Copy exactly the stretch of data below from the line with "M825,209L826,225L785,230V226L773,227L772,215Z" through the line with "M191,475L226,497L210,522L175,501Z", including both of those lines.
+---+
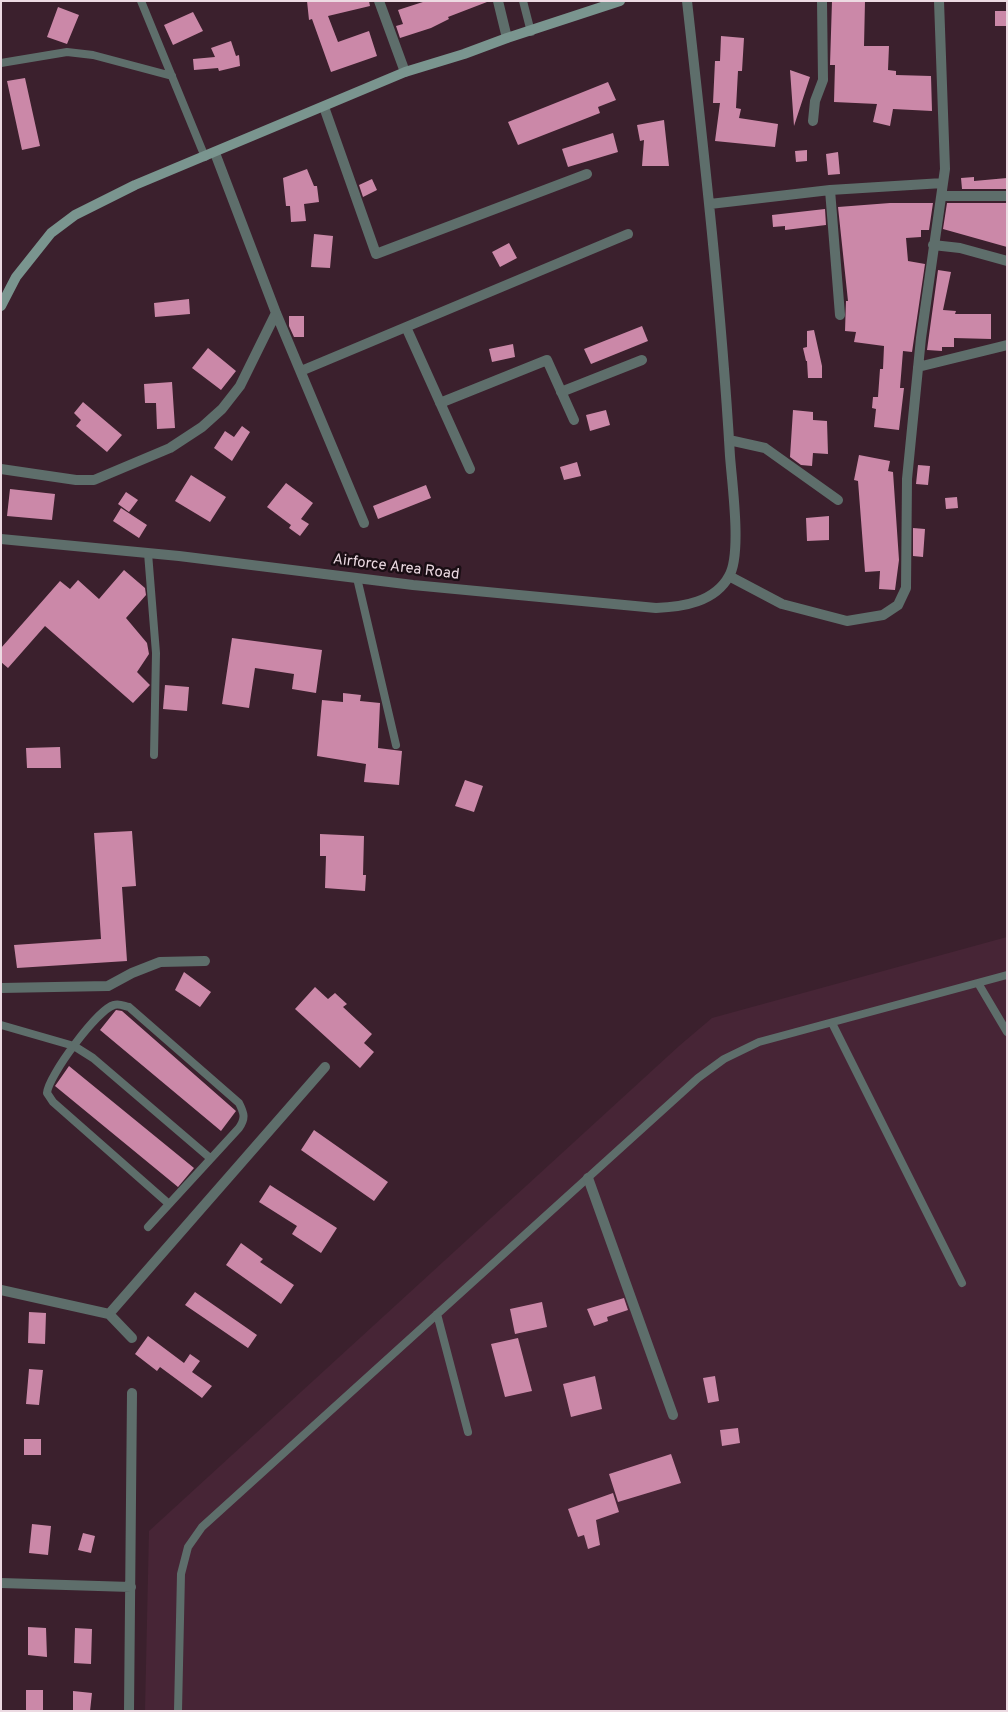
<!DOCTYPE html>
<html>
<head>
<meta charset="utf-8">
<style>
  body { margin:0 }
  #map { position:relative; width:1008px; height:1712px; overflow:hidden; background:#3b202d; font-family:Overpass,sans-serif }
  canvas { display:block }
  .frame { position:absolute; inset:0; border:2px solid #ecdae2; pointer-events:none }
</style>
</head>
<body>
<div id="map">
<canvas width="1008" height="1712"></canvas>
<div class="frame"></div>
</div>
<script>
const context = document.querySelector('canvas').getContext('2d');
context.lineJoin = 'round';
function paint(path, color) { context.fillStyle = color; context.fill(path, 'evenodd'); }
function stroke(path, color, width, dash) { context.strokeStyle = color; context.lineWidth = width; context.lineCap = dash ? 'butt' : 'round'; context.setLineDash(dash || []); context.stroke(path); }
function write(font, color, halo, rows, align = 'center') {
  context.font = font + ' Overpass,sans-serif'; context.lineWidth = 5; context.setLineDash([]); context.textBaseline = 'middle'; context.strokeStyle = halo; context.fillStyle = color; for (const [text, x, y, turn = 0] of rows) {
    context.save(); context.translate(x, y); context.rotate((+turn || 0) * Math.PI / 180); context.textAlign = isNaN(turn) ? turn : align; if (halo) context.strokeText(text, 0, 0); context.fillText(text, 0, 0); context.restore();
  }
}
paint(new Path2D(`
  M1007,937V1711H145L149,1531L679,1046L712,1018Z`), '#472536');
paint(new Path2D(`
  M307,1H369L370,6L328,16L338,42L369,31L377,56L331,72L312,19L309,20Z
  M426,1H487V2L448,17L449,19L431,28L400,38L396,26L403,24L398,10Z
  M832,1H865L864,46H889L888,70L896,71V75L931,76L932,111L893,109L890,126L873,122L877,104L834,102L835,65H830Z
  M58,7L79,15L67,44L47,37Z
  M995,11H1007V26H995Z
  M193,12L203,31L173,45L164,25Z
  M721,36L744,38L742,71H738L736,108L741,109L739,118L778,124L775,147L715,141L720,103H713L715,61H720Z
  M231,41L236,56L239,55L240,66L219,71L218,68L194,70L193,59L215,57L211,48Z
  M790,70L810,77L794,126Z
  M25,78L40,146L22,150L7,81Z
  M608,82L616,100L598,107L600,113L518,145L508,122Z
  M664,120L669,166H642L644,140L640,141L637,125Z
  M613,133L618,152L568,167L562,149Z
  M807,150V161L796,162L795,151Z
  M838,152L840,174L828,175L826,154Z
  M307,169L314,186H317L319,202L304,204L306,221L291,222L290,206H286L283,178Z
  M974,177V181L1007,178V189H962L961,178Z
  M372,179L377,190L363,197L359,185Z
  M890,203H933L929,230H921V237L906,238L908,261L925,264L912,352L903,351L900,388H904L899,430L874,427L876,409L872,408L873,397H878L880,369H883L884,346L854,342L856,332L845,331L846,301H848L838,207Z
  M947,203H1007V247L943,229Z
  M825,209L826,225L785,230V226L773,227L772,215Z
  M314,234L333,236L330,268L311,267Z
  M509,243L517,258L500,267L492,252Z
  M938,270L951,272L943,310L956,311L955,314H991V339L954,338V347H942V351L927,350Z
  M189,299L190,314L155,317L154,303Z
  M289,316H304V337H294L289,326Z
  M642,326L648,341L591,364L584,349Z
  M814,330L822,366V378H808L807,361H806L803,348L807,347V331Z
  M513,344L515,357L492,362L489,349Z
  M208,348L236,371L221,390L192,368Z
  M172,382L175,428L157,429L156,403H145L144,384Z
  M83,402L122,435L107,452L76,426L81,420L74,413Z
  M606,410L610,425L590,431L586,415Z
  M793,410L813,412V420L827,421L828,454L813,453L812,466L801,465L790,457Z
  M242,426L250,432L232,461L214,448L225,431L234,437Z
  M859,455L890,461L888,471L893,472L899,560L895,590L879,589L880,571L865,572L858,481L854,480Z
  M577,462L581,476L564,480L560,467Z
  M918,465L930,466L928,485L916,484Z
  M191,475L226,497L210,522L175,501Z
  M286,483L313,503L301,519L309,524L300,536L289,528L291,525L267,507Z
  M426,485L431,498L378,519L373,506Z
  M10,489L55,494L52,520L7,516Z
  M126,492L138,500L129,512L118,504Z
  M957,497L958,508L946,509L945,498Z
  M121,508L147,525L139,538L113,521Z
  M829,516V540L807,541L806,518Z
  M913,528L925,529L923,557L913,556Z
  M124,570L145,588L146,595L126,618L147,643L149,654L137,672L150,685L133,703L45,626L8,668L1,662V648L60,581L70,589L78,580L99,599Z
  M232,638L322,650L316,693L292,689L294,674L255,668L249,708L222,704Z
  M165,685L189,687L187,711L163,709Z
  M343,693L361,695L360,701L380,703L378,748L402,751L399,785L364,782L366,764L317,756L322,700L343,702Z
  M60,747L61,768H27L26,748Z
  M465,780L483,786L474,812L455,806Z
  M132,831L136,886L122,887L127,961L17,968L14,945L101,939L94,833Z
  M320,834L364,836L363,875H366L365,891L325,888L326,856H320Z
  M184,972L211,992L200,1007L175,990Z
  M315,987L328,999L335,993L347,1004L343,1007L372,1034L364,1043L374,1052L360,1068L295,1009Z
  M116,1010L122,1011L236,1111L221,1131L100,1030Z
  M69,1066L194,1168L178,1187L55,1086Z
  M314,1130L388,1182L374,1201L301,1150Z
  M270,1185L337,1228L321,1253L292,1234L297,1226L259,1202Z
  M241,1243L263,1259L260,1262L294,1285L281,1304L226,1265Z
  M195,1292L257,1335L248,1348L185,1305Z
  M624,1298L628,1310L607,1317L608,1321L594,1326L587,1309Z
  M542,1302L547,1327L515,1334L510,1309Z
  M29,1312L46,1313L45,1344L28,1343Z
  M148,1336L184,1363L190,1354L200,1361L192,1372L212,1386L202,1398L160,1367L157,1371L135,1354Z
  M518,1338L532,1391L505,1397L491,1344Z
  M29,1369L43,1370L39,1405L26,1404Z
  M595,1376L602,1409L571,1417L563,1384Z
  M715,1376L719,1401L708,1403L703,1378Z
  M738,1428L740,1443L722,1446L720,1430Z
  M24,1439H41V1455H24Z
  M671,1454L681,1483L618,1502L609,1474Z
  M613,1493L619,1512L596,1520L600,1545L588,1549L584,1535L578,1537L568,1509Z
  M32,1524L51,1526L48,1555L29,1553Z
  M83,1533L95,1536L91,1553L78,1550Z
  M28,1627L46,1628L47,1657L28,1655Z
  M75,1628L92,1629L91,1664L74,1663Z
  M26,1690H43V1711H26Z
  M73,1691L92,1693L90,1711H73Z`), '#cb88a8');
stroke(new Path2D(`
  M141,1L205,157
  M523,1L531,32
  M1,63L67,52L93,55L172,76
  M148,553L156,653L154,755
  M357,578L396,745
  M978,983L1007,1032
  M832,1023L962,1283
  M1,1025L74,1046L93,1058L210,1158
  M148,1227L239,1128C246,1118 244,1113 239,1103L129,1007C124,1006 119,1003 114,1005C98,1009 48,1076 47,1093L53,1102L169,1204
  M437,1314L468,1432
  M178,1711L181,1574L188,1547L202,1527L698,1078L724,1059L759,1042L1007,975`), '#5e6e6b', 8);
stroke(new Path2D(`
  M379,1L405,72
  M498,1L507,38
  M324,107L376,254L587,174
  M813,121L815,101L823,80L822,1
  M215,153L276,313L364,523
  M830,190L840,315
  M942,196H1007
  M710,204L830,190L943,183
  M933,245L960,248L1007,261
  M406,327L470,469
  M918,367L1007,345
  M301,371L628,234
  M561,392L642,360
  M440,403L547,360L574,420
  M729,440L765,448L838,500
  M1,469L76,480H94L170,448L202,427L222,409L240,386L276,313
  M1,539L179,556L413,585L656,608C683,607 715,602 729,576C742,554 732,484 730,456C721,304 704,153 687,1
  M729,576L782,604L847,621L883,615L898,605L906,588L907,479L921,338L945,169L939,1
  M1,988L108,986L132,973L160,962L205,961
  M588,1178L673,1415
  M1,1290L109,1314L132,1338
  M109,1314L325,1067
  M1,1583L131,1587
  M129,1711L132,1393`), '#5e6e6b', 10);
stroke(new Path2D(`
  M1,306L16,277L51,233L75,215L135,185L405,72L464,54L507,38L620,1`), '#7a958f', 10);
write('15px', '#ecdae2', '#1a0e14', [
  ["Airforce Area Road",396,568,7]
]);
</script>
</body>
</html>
+---+
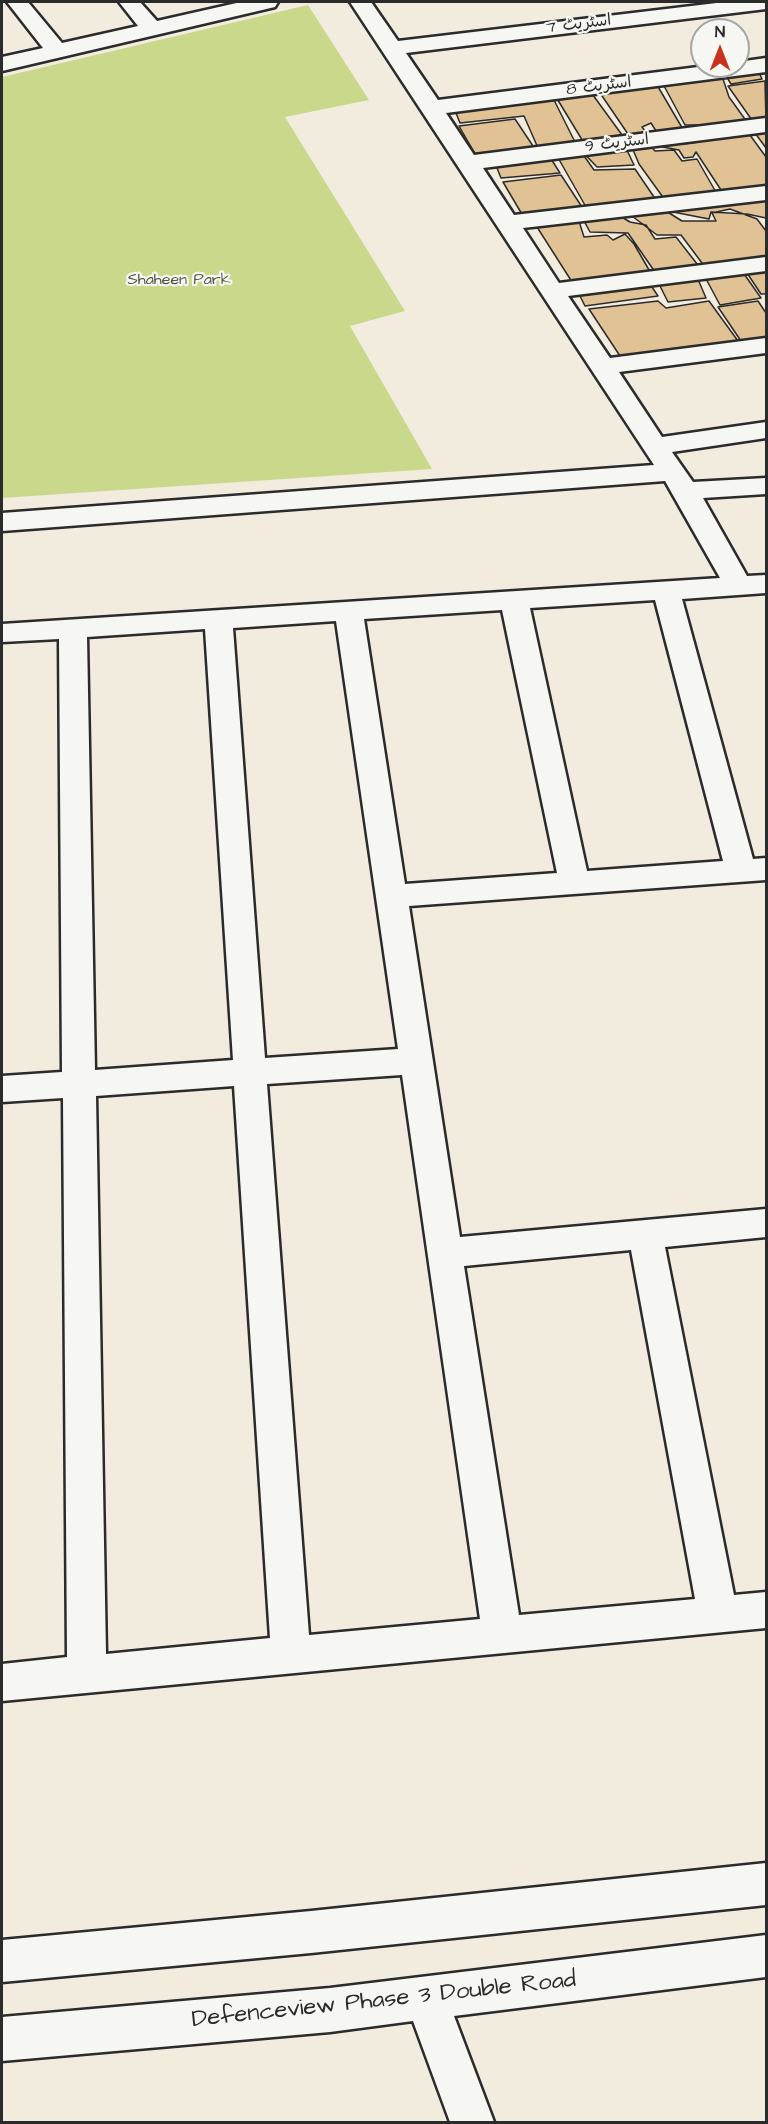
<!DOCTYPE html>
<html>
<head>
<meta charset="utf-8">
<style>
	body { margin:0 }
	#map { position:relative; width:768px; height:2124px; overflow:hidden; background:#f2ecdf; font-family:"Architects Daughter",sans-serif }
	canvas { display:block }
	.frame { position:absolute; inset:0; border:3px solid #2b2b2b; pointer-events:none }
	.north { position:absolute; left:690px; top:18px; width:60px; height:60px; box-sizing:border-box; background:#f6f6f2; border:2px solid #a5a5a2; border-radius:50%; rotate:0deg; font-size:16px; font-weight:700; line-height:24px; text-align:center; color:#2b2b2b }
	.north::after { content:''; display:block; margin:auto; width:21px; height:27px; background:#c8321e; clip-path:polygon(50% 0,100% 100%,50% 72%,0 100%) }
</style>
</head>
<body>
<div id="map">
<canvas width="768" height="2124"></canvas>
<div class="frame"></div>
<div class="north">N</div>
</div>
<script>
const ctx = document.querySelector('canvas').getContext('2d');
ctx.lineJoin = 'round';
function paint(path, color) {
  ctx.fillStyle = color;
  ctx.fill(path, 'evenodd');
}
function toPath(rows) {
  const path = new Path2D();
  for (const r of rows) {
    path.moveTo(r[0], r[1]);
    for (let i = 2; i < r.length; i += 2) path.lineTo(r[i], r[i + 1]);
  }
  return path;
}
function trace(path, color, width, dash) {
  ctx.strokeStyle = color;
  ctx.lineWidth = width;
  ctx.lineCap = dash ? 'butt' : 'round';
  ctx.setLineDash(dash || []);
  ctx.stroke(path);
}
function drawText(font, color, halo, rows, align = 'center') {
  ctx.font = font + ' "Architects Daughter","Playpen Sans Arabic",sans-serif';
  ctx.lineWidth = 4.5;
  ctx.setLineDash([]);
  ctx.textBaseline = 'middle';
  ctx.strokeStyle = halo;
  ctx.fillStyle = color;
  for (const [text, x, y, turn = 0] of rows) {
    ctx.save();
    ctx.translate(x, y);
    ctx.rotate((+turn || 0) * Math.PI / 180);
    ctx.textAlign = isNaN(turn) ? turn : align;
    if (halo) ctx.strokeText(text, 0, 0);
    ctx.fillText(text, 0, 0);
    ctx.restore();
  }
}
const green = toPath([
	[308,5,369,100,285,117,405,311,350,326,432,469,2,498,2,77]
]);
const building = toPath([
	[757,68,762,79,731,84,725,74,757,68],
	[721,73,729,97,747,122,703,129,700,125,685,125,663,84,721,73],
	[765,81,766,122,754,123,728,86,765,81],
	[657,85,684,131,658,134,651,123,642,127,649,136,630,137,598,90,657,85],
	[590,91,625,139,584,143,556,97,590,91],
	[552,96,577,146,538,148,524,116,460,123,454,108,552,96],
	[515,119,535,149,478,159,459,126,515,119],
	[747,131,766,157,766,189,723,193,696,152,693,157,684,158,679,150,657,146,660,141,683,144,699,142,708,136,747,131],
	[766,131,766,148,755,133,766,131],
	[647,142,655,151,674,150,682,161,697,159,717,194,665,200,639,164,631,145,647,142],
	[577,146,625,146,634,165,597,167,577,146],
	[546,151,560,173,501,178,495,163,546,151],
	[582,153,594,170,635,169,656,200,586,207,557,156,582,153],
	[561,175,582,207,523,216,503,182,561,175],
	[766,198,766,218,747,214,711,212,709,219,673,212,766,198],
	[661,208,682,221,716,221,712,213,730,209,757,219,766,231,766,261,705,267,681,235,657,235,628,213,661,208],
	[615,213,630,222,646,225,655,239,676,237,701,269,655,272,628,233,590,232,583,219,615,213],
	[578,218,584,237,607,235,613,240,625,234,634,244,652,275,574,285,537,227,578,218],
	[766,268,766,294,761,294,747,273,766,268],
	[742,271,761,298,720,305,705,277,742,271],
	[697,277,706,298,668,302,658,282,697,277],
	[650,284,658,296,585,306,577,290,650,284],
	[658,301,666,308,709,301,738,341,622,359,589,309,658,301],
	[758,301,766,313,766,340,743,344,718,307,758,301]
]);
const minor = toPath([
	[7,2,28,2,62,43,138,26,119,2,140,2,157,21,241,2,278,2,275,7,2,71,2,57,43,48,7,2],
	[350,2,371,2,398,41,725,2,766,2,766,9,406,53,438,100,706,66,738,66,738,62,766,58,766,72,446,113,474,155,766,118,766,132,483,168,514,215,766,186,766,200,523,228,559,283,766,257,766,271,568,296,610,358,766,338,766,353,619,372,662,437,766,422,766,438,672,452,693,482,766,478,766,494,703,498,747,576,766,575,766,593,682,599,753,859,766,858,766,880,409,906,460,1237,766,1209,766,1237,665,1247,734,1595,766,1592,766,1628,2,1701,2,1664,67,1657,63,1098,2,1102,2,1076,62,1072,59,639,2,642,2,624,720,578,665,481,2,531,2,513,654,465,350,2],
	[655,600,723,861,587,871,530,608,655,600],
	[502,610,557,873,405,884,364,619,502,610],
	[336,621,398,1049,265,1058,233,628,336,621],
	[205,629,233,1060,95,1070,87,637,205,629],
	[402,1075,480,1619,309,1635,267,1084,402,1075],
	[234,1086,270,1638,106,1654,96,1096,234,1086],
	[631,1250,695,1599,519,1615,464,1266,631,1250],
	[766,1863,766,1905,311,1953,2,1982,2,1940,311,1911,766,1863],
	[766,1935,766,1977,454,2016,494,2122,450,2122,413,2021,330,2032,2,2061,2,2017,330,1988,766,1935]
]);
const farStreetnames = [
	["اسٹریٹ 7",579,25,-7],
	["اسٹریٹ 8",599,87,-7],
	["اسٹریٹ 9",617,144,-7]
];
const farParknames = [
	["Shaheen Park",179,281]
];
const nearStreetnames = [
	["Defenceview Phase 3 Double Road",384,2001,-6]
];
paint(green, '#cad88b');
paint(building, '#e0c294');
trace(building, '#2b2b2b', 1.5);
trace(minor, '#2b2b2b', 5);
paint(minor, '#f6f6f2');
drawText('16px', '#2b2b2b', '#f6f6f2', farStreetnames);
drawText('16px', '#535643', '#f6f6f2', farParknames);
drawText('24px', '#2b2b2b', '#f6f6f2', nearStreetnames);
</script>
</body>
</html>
+---+
Solved exercise —
  M825,209L826,225L785,230V226L773,227L772,215Z
  M314,234L333,236L330,268L311,267Z
  M509,243L517,258L500,267L492,252Z
  M938,270L951,272L943,310L956,311L955,314H991V339L954,338V347H942V351L927,350Z
  M189,299L190,314L155,317L154,303Z
  M289,316H304V337H294L289,326Z
  M642,326L648,341L591,364L584,349Z
  M814,330L822,366V378H808L807,361H806L803,348L807,347V331Z
  M513,344L515,357L492,362L489,349Z
  M208,348L236,371L221,390L192,368Z
  M172,382L175,428L157,429L156,403H145L144,384Z
  M83,402L122,435L107,452L76,426L81,420L74,413Z
  M606,410L610,425L590,431L586,415Z
  M793,410L813,412V420L827,421L828,454L813,453L812,466L801,465L790,457Z
  M242,426L250,432L232,461L214,448L225,431L234,437Z
  M859,455L890,461L888,471L893,472L899,560L895,590L879,589L880,571L865,572L858,481L854,480Z
  M577,462L581,476L564,480L560,467Z
  M918,465L930,466L928,485L916,484Z
  M191,475L226,497L210,522L175,501Z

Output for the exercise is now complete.